- **Directions for this task**
Retype the data that follows exactly. No pictures belong in the copy.
─── Data excerpts
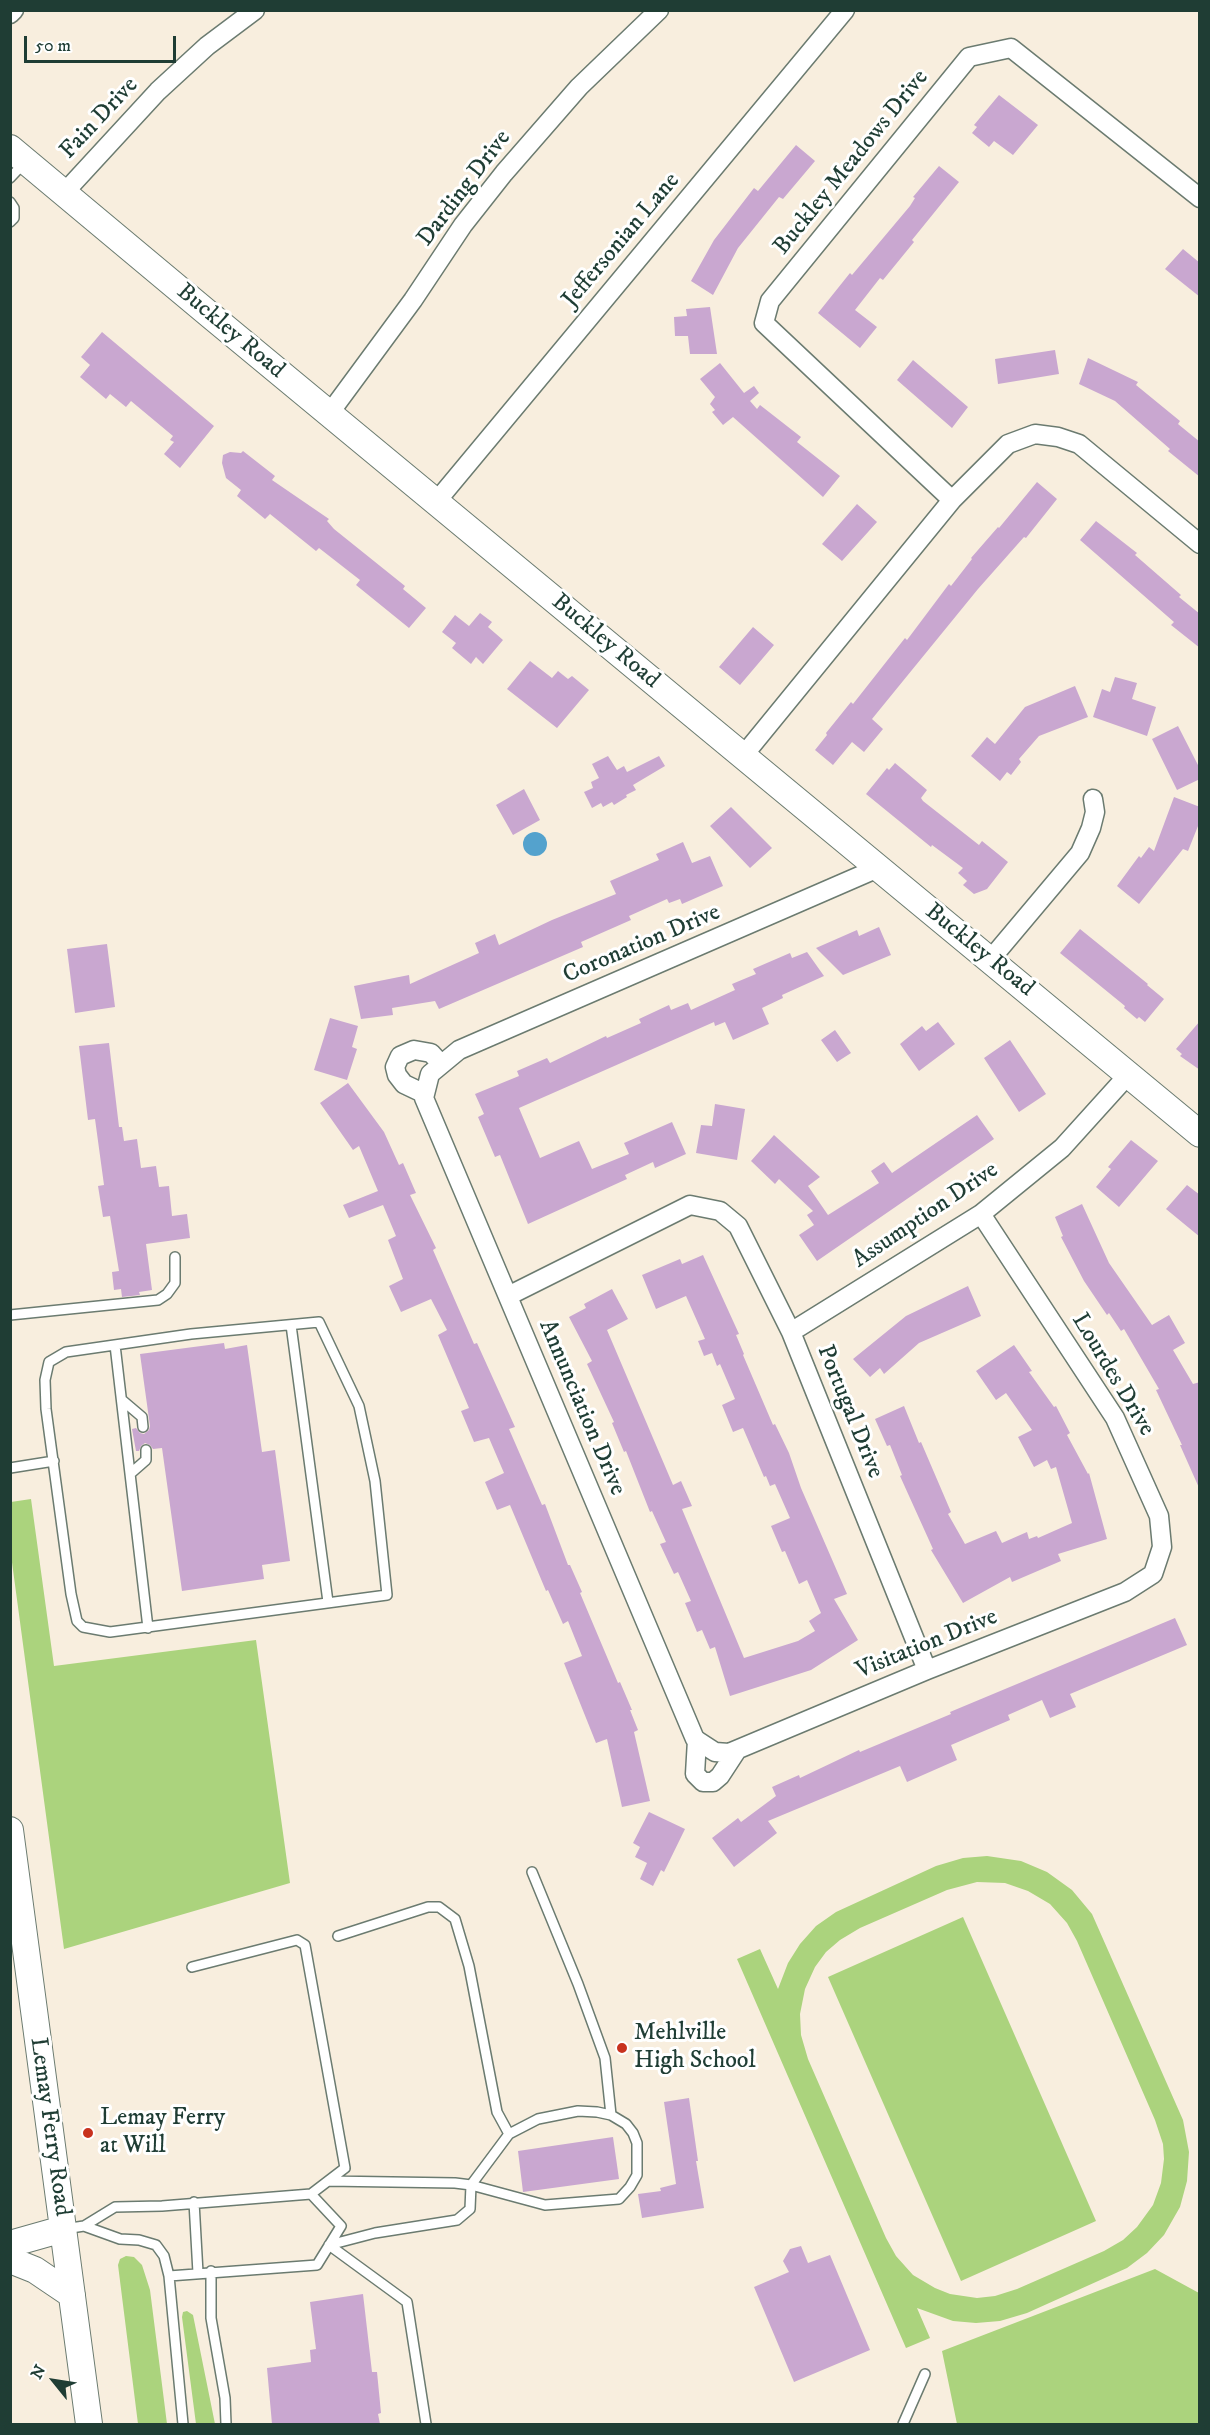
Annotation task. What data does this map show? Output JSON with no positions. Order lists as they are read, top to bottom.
{
  "streets": {
    "street": [
      "Fain Drive",
      "Buckley Meadows Drive",
      "Darding Drive",
      "Jeffersonian Lane",
      "Buckley Road",
      "Coronation Drive",
      "Assumption Drive",
      "Lourdes Drive",
      "Annunciation Drive",
      "Portugal Drive",
      "Visitation Drive",
      "Lemay Ferry Road"
    ]
  },
  "crossings": [
    ["Fain Drive", "Buckley Road"],
    ["Darding Drive", "Buckley Road"],
    ["Jeffersonian Lane", "Buckley Road"],
    ["Buckley Road", "Coronation Drive"],
    ["Buckley Road", "Assumption Drive"],
    ["Coronation Drive", "Annunciation Drive"],
    ["Assumption Drive", "Lourdes Drive"],
    ["Assumption Drive", "Portugal Drive"],
    ["Lourdes Drive", "Visitation Drive"],
    ["Annunciation Drive", "Portugal Drive"],
    ["Annunciation Drive", "Visitation Drive"],
    ["Portugal Drive", "Visitation Drive"]
  ],
  "places": ["Mehlville High School", "Lemay Ferry at Will"],
  "scale_bar": "50 m",
  "north": "top left"
}
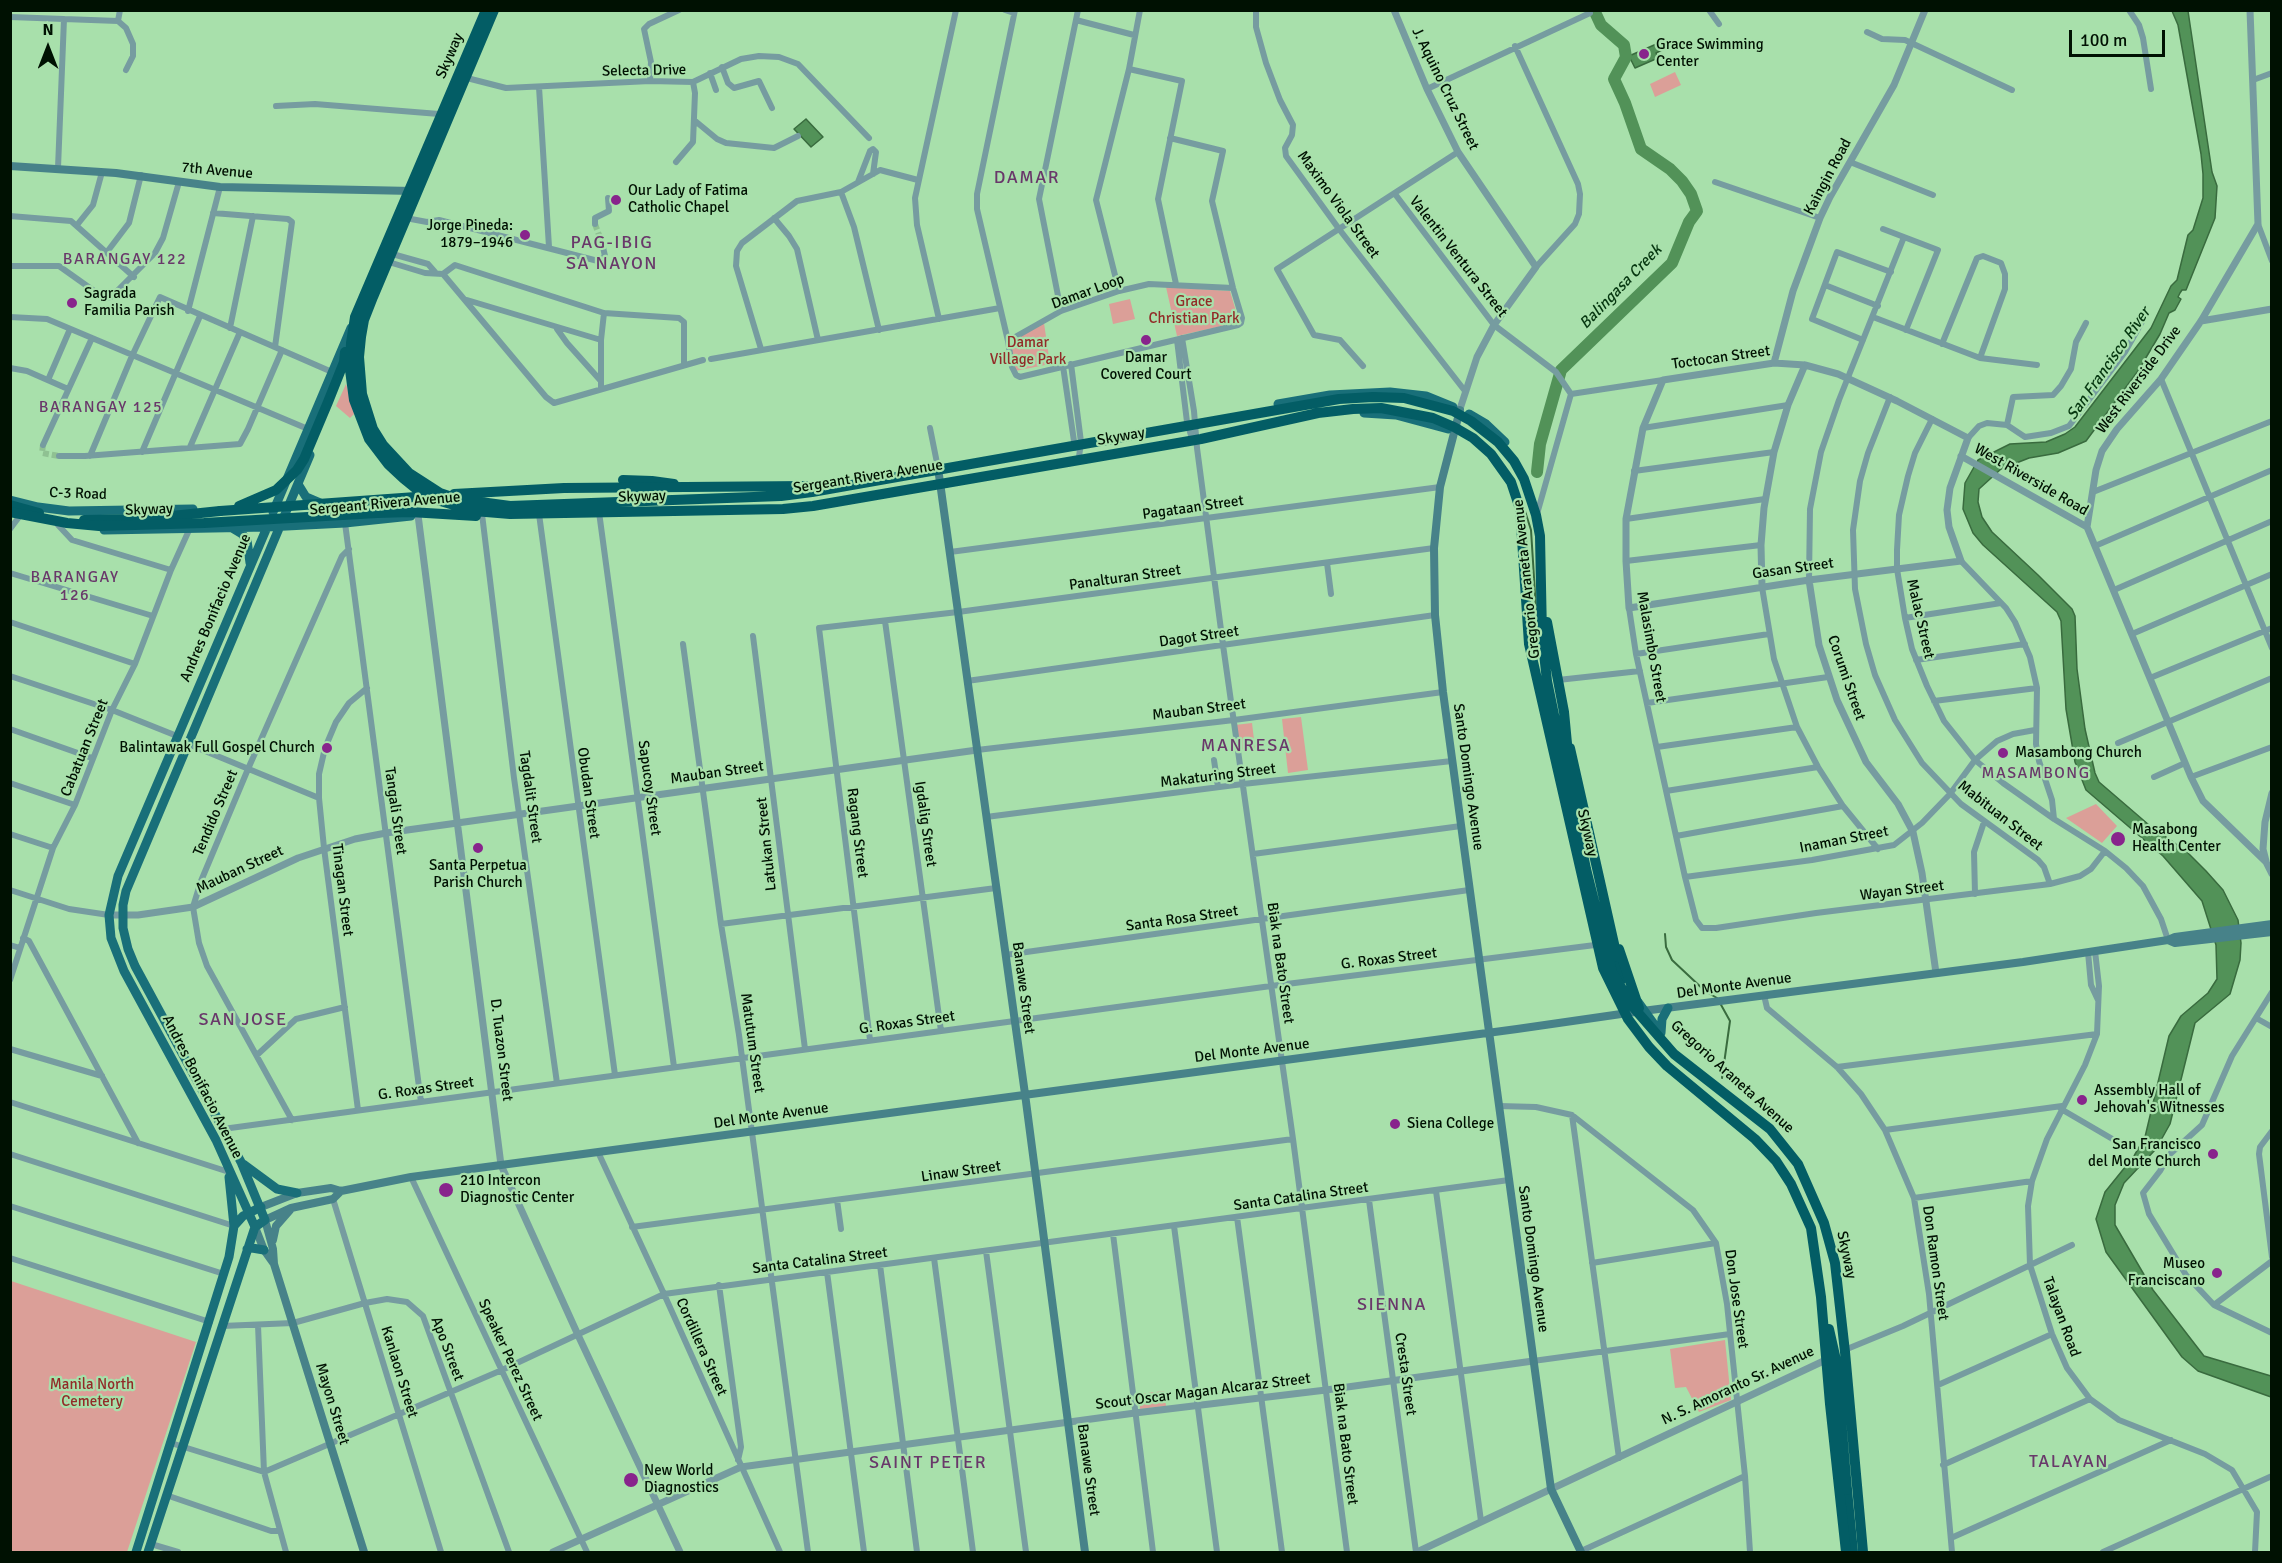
──────
- **Reply to the task**
Annotation task. What data does this map show? Output JSON with no positions. Order lists as they are read, top to bottom.
{
  "streets": {
    "street": [
      "Fain Drive",
      "Buckley Meadows Drive",
      "Darding Drive",
      "Jeffersonian Lane",
      "Buckley Road",
      "Coronation Drive",
      "Assumption Drive",
      "Lourdes Drive",
      "Annunciation Drive",
      "Portugal Drive",
      "Visitation Drive",
      "Lemay Ferry Road"
    ]
  },
  "crossings": [
    ["Fain Drive", "Buckley Road"],
    ["Darding Drive", "Buckley Road"],
    ["Jeffersonian Lane", "Buckley Road"],
    ["Buckley Road", "Coronation Drive"],
    ["Buckley Road", "Assumption Drive"],
    ["Coronation Drive", "Annunciation Drive"],
    ["Assumption Drive", "Lourdes Drive"],
    ["Assumption Drive", "Portugal Drive"],
    ["Lourdes Drive", "Visitation Drive"],
    ["Annunciation Drive", "Portugal Drive"],
    ["Annunciation Drive", "Visitation Drive"],
    ["Portugal Drive", "Visitation Drive"]
  ],
  "places": ["Mehlville High School", "Lemay Ferry at Will"],
  "scale_bar": "50 m",
  "north": "top left"
}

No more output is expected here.